I agree with Marj. Is he a mix? But he is adorable in a puppy cut anyways!


----------



## bellaratamaltese

I've grown out dogs from a close shave to a full coat in a year, so it is possible but I was working with a correct coat. That no ear hair and face hair is going to be a challenge for you though, since that is the slowest growing part of the coat. 

I would like to see a pic of him when his tail is up and he isn't hunched over so hope you can take some more!!


----------



## lottapaws

I may be remembering incorrectly, but I thought she had posted that Zak just went to that designer breeder for a brief time and then they decided not to keep him after breeding him to one of their poms (and not liking the outcome). Friends had given the maltese to the designer dog breeder so there is no telling the origin of the poor little fellow. I am glad he is now in a furever home to be loved and cared for rather than shuffled around like pocket change. 

It may take a while to grow his coat, but during that time, you can work on his growing accustomed to being groomed. And even if his coat doesn't look like the beautiful show dogs' coats, he'll still be handsome, right?!!!!


----------



## Ladysmom

QUOTE (lottapaws @ Jul 30 2009, 02:07 AM) index.php?act=findpost&pid=811405


> And even if his coat doesn't look like the beautiful show dogs' coats, he'll still be handsome, right?!!!![/B]


I agree. :thmbup: 

Even though Zak doesn't have the correct coat, it sounds like he is a sweet and wonderful boy. As with many of these rescues, they may be pretty far from the breed standard, but they are beautiful in their own way.


----------



## vegaschik99

Yes he is "pure bred" maltese. Definantly not a show quality or properly bred and I had originally wanted the good breeding so I would have that nice coat but then Zak came into opportunity and I just wanted to give him a good home. I will be taking him to the vet in the next week or 2 to get neutered since he's isn't breeding worthy, but he is definantly best friend/family worthy.

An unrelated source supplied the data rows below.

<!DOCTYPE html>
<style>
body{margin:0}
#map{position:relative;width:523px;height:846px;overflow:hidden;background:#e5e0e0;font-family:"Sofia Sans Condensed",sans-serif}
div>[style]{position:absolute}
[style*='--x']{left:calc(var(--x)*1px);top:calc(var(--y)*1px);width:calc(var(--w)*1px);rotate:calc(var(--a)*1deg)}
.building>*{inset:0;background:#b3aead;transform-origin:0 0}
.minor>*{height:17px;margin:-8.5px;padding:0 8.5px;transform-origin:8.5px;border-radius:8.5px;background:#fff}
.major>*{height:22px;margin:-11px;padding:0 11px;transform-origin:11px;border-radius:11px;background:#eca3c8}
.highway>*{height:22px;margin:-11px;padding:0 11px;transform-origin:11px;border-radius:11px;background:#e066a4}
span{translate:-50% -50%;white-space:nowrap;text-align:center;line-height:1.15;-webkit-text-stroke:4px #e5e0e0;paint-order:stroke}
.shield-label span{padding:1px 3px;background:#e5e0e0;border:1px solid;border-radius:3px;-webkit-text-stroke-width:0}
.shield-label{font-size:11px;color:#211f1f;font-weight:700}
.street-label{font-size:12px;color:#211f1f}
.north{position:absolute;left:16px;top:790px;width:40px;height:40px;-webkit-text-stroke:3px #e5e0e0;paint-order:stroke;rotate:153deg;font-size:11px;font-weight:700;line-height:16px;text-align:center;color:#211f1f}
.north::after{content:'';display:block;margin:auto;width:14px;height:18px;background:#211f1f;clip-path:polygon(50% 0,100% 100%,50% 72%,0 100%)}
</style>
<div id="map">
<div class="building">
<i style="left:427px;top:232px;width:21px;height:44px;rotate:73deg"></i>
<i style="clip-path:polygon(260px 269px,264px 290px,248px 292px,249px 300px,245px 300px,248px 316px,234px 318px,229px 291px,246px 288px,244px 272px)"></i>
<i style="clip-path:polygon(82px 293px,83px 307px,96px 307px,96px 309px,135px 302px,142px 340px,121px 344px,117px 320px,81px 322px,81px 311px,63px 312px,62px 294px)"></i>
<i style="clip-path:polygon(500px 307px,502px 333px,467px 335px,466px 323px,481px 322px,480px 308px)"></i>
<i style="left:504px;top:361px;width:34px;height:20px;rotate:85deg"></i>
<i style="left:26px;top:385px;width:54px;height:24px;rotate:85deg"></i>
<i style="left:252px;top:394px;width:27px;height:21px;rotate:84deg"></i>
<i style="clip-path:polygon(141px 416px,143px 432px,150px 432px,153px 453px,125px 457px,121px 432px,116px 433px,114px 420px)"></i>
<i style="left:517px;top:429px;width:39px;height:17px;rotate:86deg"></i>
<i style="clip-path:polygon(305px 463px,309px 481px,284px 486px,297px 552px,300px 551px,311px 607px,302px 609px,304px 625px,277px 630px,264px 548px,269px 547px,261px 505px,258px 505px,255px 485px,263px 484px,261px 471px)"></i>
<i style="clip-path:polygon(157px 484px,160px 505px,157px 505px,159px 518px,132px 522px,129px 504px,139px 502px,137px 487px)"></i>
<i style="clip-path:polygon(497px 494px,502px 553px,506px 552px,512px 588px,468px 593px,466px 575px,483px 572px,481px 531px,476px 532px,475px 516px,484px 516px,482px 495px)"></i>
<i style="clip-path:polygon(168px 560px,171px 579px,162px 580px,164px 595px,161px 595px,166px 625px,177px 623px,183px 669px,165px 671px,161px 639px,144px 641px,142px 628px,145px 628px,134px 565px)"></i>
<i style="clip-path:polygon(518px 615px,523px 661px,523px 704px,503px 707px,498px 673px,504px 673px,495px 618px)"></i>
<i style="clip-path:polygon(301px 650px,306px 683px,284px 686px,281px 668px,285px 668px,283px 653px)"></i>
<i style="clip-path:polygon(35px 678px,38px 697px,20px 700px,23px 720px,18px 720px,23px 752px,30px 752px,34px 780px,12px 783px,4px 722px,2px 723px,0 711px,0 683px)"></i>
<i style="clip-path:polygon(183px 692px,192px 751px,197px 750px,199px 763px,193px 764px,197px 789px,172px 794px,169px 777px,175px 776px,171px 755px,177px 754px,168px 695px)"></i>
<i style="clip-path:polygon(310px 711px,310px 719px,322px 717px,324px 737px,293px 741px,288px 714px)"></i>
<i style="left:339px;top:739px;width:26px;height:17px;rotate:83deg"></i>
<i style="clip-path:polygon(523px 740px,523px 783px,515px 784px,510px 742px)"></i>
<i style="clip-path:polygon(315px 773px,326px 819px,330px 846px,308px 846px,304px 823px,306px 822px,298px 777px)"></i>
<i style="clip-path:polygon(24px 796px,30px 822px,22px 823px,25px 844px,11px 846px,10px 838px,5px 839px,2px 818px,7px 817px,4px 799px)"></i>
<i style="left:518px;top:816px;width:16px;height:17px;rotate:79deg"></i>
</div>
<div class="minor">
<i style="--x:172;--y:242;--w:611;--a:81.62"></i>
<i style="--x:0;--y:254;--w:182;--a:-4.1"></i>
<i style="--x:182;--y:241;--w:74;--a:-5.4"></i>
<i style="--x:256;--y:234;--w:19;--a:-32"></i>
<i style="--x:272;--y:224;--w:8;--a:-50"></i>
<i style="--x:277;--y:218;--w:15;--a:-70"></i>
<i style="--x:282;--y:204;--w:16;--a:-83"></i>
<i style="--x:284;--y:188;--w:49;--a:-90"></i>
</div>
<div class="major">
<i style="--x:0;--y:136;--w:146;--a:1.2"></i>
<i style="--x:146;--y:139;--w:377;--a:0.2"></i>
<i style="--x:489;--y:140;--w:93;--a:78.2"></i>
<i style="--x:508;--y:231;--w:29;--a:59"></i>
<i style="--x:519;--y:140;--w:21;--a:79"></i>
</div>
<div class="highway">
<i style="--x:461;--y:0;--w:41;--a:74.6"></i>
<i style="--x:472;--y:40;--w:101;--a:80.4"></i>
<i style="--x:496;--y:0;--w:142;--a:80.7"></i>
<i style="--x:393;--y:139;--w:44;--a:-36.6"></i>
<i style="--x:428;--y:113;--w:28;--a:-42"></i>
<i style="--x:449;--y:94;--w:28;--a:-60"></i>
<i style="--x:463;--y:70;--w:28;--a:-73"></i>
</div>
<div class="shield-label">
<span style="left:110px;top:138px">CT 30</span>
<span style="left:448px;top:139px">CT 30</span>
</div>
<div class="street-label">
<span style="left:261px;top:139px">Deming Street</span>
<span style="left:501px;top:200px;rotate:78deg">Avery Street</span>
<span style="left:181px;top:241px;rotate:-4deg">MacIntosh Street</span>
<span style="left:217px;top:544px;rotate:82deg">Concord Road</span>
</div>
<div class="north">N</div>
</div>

I was drawn to the maltese for their long coats so I will have to try to get a decent long coat but either way he's in the family for life. Thank you for all your information I'm sure I will have plenty of questions to come.


----------



## Ladysmom

QUOTE (vegaschik99 @ Jul 30 2009, 12:31 PM) index.php?act=findpost&pid=811528


> Yes he is "pure bred" maltese. Definantly not a show quality or properly bred and I had originally wanted the good breeding so I would have that nice coat but then Zak came into opportunity and I just wanted to give him a good home. I will be taking him to the vet in the next week or 2 to get neutered since he's isn't breeding worthy, but he is definantly best friend/family worthy. I was drawn to the maltese for their long coats so I will have to try to get a decent long coat but either way he's in the family for life. Thank you for all your information I'm sure I will have plenty of questions to come.[/B]


Sometimes the Maltese who find us aren't quite the picture we had in our mind, but are just as beautiful in their own way. Best friend/family worthy is much more important than a long coat.

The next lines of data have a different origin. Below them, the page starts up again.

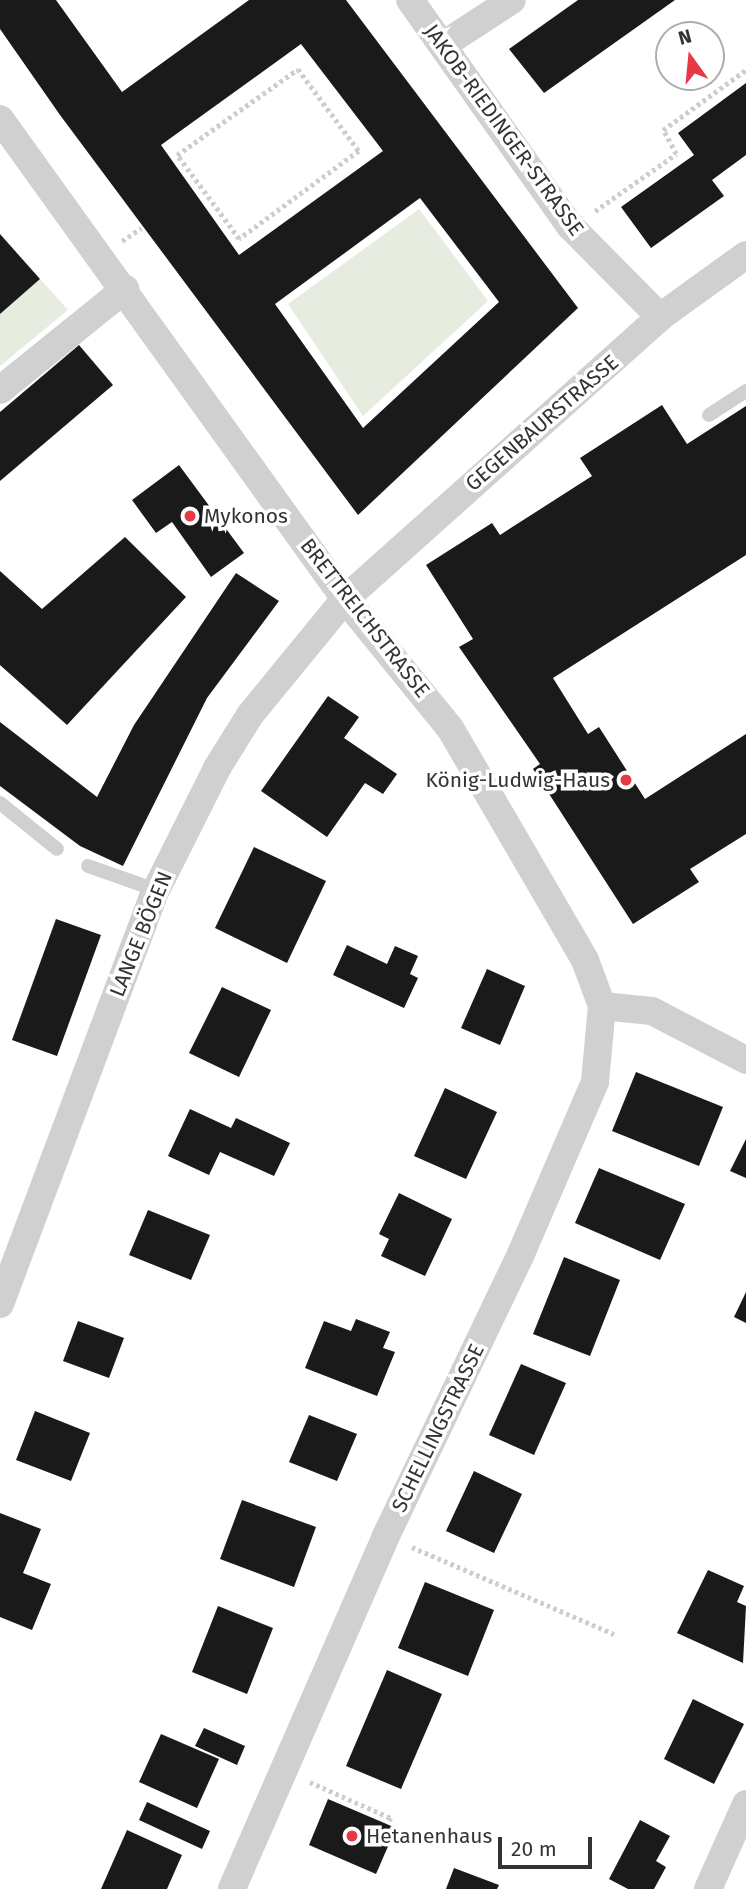 <!DOCTYPE html>
<meta charset="utf-8">
<style>
body{margin:0}
#map{position:relative;width:746px;height:1889px;overflow:hidden;background:#fff;font-family:"Fira Sans",sans-serif}
div>[style]{position:absolute}
.green>*{inset:0;background:#e6ecdf}
.building>*{inset:0;background:#1a1a1a}
.path>*{height:4.5px;margin-top:-2.25px;transform-origin:0;background:repeating-linear-gradient(90deg,#cdcdcd 0 3.5px,transparent 0 7px)}
.lane>*{height:14px;margin:-7px;padding:0 7px;transform-origin:7px;border-radius:7px;background:#d0d0d0}
.street>*{height:28px;margin:-14px;padding:0 14px;transform-origin:14px;border-radius:14px;background:#d0d0d0}
.dots>*{width:19px;height:19px;translate:-50% -50%;box-sizing:border-box;border:4px solid #fff;border-radius:50%}
span{translate:-50% -50%;white-space:nowrap;text-align:center;line-height:1.15;-webkit-text-stroke:7px #fff;paint-order:stroke}
.street-label{font-size:21px;color:#333}
.poi-label{font-size:21px;color:#333}
.left{translate:0 -50%;text-align:left}
.right{translate:-100% -50%;text-align:right}
.north{position:absolute;left:655px;top:21px;width:70px;height:70px;box-sizing:border-box;background:#fff;border:2px solid #adadad;border-radius:50%;rotate:345deg;font-size:19px;font-weight:700;line-height:28px;text-align:center;color:#333}
.north::after{content:'';display:block;margin:auto;width:24px;height:32px;background:#e63946;clip-path:polygon(50% 0,100% 100%,50% 72%,0 100%)}
.scale{position:absolute;left:498px;top:1837px;width:94px;height:32px;box-sizing:border-box;border:4px solid #333;border-top:0;padding-left:9px;font-size:21px;line-height:24px;white-space:nowrap;color:#333;-webkit-text-stroke:5px #fff;paint-order:stroke}
</style>
<div id="map">
<div class="green">
<div style="clip-path:polygon(419px 209px,488px 301px,363px 416px,288px 304px)"></div>
<div style="clip-path:polygon(40px 279px,68px 310px,0 366px,0 314px)"></div>
</div>
<div class="building">
<div style="clip-path:polygon(evenodd,0 0,56px 0,122px 92px,249px 0,346px 0,578px 308px,358px 515px,60px 115px,0 29px,0 0,301px 44px,383px 151px,239px 255px,161px 145px,301px 44px,0 0,420px 198px,499px 302px,363px 428px,275px 304px,420px 198px)"></div>
<div style="clip-path:polygon(578px 0,675px 0,544px 93px,509px 49px)"></div>
<div style="clip-path:polygon(746px 83px,746px 155px,712px 180px,724px 196px,651px 248px,621px 207px,694px 155px,678px 133px)"></div>
<div style="clip-path:polygon(0 234px,40px 279px,0 314px)"></div>
<div style="clip-path:polygon(79px 345px,113px 385px,0 481px,0 412px)"></div>
<div style="clip-path:polygon(662px 405px,687px 444px,746px 406px,746px 555px,553px 678px,588px 734px,599px 727px,645px 799px,746px 734px,746px 834px,690px 869px,699px 882px,633px 924px,533px 769px,540px 764px,459px 647px,473px 639px,426px 565px,492px 523px,500px 535px,592px 476px,580px 458px)"></div>
<div style="clip-path:polygon(179px 465px,244px 553px,211px 577px,172px 522px,156px 533px,132px 500px)"></div>
<div style="clip-path:polygon(125px 537px,186px 597px,67px 725px,0 665px,0 571px,42px 609px)"></div>
<div style="clip-path:polygon(236px 573px,279px 601px,207px 698px,123px 866px,80px 846px,0 786px,0 722px,97px 797px,134px 725px)"></div>
<div style="clip-path:polygon(328px 696px,359px 717px,344px 738px,397px 774px,383px 794px,365px 783px,327px 837px,261px 791px)"></div>
<div style="clip-path:polygon(254px 847px,326px 881px,287px 963px,215px 928px)"></div>
<div style="clip-path:polygon(56px 919px,101px 935px,57px 1056px,12px 1040px)"></div>
<div style="clip-path:polygon(347px 945px,387px 964px,395px 946px,418px 956px,410px 974px,418px 978px,404px 1008px,333px 975px)"></div>
<div style="clip-path:polygon(487px 969px,525px 986px,500px 1045px,461px 1028px)"></div>
<div style="clip-path:polygon(222px 987px,271px 1010px,239px 1077px,189px 1053px)"></div>
<div style="clip-path:polygon(636px 1072px,723px 1107px,699px 1166px,612px 1131px)"></div>
<div style="clip-path:polygon(445px 1088px,497px 1112px,466px 1179px,414px 1156px)"></div>
<div style="clip-path:polygon(190px 1109px,231px 1128px,236px 1118px,290px 1143px,274px 1176px,220px 1152px,209px 1175px,168px 1156px)"></div>
<div style="clip-path:polygon(746px 1139px,746px 1178px,730px 1171px)"></div>
<div style="clip-path:polygon(599px 1168px,685px 1204px,660px 1260px,575px 1223px)"></div>
<div style="clip-path:polygon(399px 1193px,452px 1219px,425px 1276px,381px 1256px,389px 1239px,379px 1234px)"></div>
<div style="clip-path:polygon(148px 1210px,210px 1235px,191px 1280px,129px 1255px)"></div>
<div style="clip-path:polygon(564px 1257px,620px 1280px,590px 1356px,533px 1334px)"></div>
<div style="clip-path:polygon(746px 1292px,746px 1323px,734px 1317px)"></div>
<div style="clip-path:polygon(356px 1319px,390px 1332px,383px 1348px,395px 1352px,377px 1396px,305px 1368px,324px 1321px,351px 1331px)"></div>
<div style="clip-path:polygon(78px 1321px,124px 1338px,109px 1378px,63px 1361px)"></div>
<div style="clip-path:polygon(521px 1364px,566px 1383px,534px 1455px,489px 1435px)"></div>
<div style="clip-path:polygon(35px 1411px,90px 1433px,71px 1481px,16px 1460px)"></div>
<div style="clip-path:polygon(309px 1415px,357px 1434px,337px 1481px,289px 1462px)"></div>
<div style="clip-path:polygon(474px 1471px,522px 1494px,494px 1553px,446px 1531px)"></div>
<div style="clip-path:polygon(242px 1500px,316px 1527px,294px 1587px,220px 1559px)"></div>
<div style="clip-path:polygon(0 1513px,41px 1529px,23px 1573px,51px 1584px,32px 1630px,0 1617px)"></div>
<div style="clip-path:polygon(708px 1570px,744px 1586px,737px 1602px,746px 1606px,743px 1663px,677px 1633px)"></div>
<div style="clip-path:polygon(425px 1582px,494px 1610px,468px 1676px,398px 1648px)"></div>
<div style="clip-path:polygon(218px 1606px,273px 1628px,247px 1694px,192px 1672px)"></div>
<div style="clip-path:polygon(387px 1670px,442px 1694px,401px 1789px,346px 1766px)"></div>
<div style="clip-path:polygon(693px 1699px,744px 1724px,714px 1784px,664px 1759px)"></div>
<div style="clip-path:polygon(204px 1728px,245px 1746px,237px 1765px,195px 1746px)"></div>
<div style="clip-path:polygon(161px 1734px,219px 1759px,197px 1808px,139px 1782px)"></div>
<div style="clip-path:polygon(328px 1799px,396px 1828px,376px 1874px,309px 1845px)"></div>
<div style="clip-path:polygon(147px 1802px,210px 1831px,202px 1849px,139px 1820px)"></div>
<div style="clip-path:polygon(640px 1820px,670px 1836px,656px 1861px,666px 1867px,654px 1889px,628px 1889px,609px 1879px)"></div>
<div style="clip-path:polygon(127px 1830px,182px 1855px,167px 1889px,101px 1889px)"></div>
<div style="clip-path:polygon(454px 1868px,499px 1885px,497px 1889px,446px 1889px)"></div>
</div>
<div class="path">
<div style="left:298px;top:69px;width:102px;rotate:53.4deg"></div>
<div style="left:359px;top:151px;width:149px;rotate:143.7deg"></div>
<div style="left:239px;top:239px;width:104px;rotate:-126.4deg"></div>
<div style="left:177px;top:155px;width:148px;rotate:-35.4deg"></div>
<div style="left:595px;top:211px;width:99px;rotate:-35.1deg"></div>
<div style="left:676px;top:154px;width:27px;rotate:-118deg"></div>
<div style="left:663px;top:130px;width:102px;rotate:-35.9deg"></div>
<div style="left:122px;top:241px;width:23px;rotate:-34deg"></div>
<div style="left:412px;top:1547px;width:220px;rotate:23.3deg"></div>
<div style="left:310px;top:1782px;width:89px;rotate:24deg"></div>
<div style="left:391px;top:1818px;width:7px;rotate:124deg"></div>
</div>
<div class="lane">
<div style="left:709px;top:415px;width:44px;rotate:-33deg"></div>
<div style="left:0;top:803px;width:73px;rotate:38.9deg"></div>
<div style="left:88px;top:866px;width:72px;rotate:19.4deg"></div>
</div>
<div class="street">
<div style="left:410px;top:0;width:278px;rotate:54.7deg"></div>
<div style="left:571px;top:227px;width:127px;rotate:45.3deg"></div>
<div style="left:443px;top:45px;width:82px;rotate:-33.1deg"></div>
<div style="left:0;top:119px;width:591px;rotate:54.29deg"></div>
<div style="left:345px;top:599px;width:166px;rotate:50.9deg"></div>
<div style="left:450px;top:728px;width:268px;rotate:59.8deg"></div>
<div style="left:585px;top:960px;width:49px;rotate:69.7deg"></div>
<div style="left:602px;top:1006px;width:76px;rotate:95.3deg"></div>
<div style="left:595px;top:1082px;width:187px;rotate:113.3deg"></div>
<div style="left:521px;top:1254px;width:313px;rotate:115.6deg"></div>
<div style="left:386px;top:1536px;width:385px;rotate:113.6deg"></div>
<div style="left:0;top:390px;width:161px;rotate:-38.9deg"></div>
<div style="left:602px;top:1006px;width:50px;rotate:5.7deg"></div>
<div style="left:652px;top:1011px;width:106px;rotate:27.5deg"></div>
<div style="left:0;top:1304px;width:442px;rotate:-69.4deg"></div>
<div style="left:156px;top:890px;width:136px;rotate:-63.4deg"></div>
<div style="left:217px;top:768px;width:62px;rotate:-58.1deg"></div>
<div style="left:250px;top:715px;width:150px;rotate:-50.7deg"></div>
<div style="left:345px;top:599px;width:423px;rotate:-41.8deg"></div>
<div style="left:660px;top:317px;width:106px;rotate:-35.8deg"></div>
<div style="left:708px;top:1889px;width:93px;rotate:-65.9deg"></div>
</div>
<div class="dots">
<div style="left:190px;top:516px;background:#e63946"></div>
<div style="left:626px;top:780px;background:#e63946"></div>
<div style="left:352px;top:1836px;background:#e63946"></div>
</div>
<div class="street-label">
<span style="left:504px;top:130px;rotate:54deg">JAKOB-RIEDINGER-STRASSE</span>
<span style="left:542px;top:423px;rotate:-41deg">GEGENBAURSTRASSE</span>
<span style="left:365px;top:618px;rotate:52deg">BRETTREICHSTRASSE</span>
<span style="left:141px;top:934px;rotate:-68deg">LANGE BÖGEN</span>
<span style="left:438px;top:1428px;rotate:-64deg">SCHELLINGSTRASSE</span>
</div>
<div class="poi-label">
<span class="left" style="left:204px;top:516px">Mykonos</span>
<span class="right" style="left:610px;top:780px">König-Ludwig-Haus</span>
<span class="left" style="left:366px;top:1836px">Hetanenhaus</span>
</div>
<div class="north">N</div>
<div class="scale">20 m</div>
</div>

You can keep his face and tail longer even if he doesn't have the proper coat. Lady is a rescue, too, and although her coat isn't the worst I've seen, it's still too cottony to grow long. The hair on her body has a nice shine to it and will part when it's long enough, but her chest and legs are too cottony. When I first adopted her and let her hair grow, I couldn't figure out why it grew out instead of down like the Maltese in pictures. :biggrin:


----------



## jpsnagi

We recently got Snowy, he is 4 months old. He is a very friendly boy and has brought so much love to our family. 
His hair got matted in places, although we were grooming him every other day. So the groomer suggested that we clip his hair short, almost shaved.
I was so sad; he has been a bit quieter. We are trying to keep him cheerful, but I feel it was drastic for him. 
We do not plan to keep long hair, but short length, like 2-3". How long with that take to grow that?


----------



## Kilo

jpsnagi said:


> We recently got Snowy, he is 4 months old. He is a very friendly boy and has brought so much love to our family.
> His hair got matted in places, although we were grooming him every other day. So the groomer suggested that we clip his hair short, almost shaved.
> I was so sad; he has been a bit quieter. We are trying to keep him cheerful, but I feel it was drastic for him.
> We do not plan to keep long hair, but short length, like 2-3". How long with that take to grow that?


Been there, done that lol. My two malt boys spend a lot of time running around the yard with their chihuaha sister. Almost no amount of grooming will keep them from looking like little dumpster dogs lol. I don't limit them from their play at the expense of them staying pretty and you can tell their so much happier because of it. So yah ive had to do quite a few shaves to get rid of mainly belly mattes because its the only area i jave trouble brushing out. In my experience after 8-12 weeks theyll be back to 2-3 inches in length. Maybe a bit longer.


----------



## jpsnagi

Thanks for the reply. He is getting used to his short coat and playful with us.
We got a sweater for him as the wintery weather is almost here. He does not like his sweater.


----------



## wkomorow

jpsnagi said:


> We recently got Snowy, he is 4 months old. He is a very friendly boy and has brought so much love to our family.
> His hair got matted in places, although we were grooming him every other day. So the groomer suggested that we clip his hair short, almost shaved.
> I was so sad; he has been a bit quieter. We are trying to keep him cheerful, but I feel it was drastic for him.
> We do not plan to keep long hair, but short length, like 2-3". How long with that take to grow that?


It is important to not only brush but also comb him out every day if there hair is longer. But in truth not all Malt hair is the same, some Malts are easier than others to keep. Their hair also grows out at different rates. He should be 2 inches in three months.


----------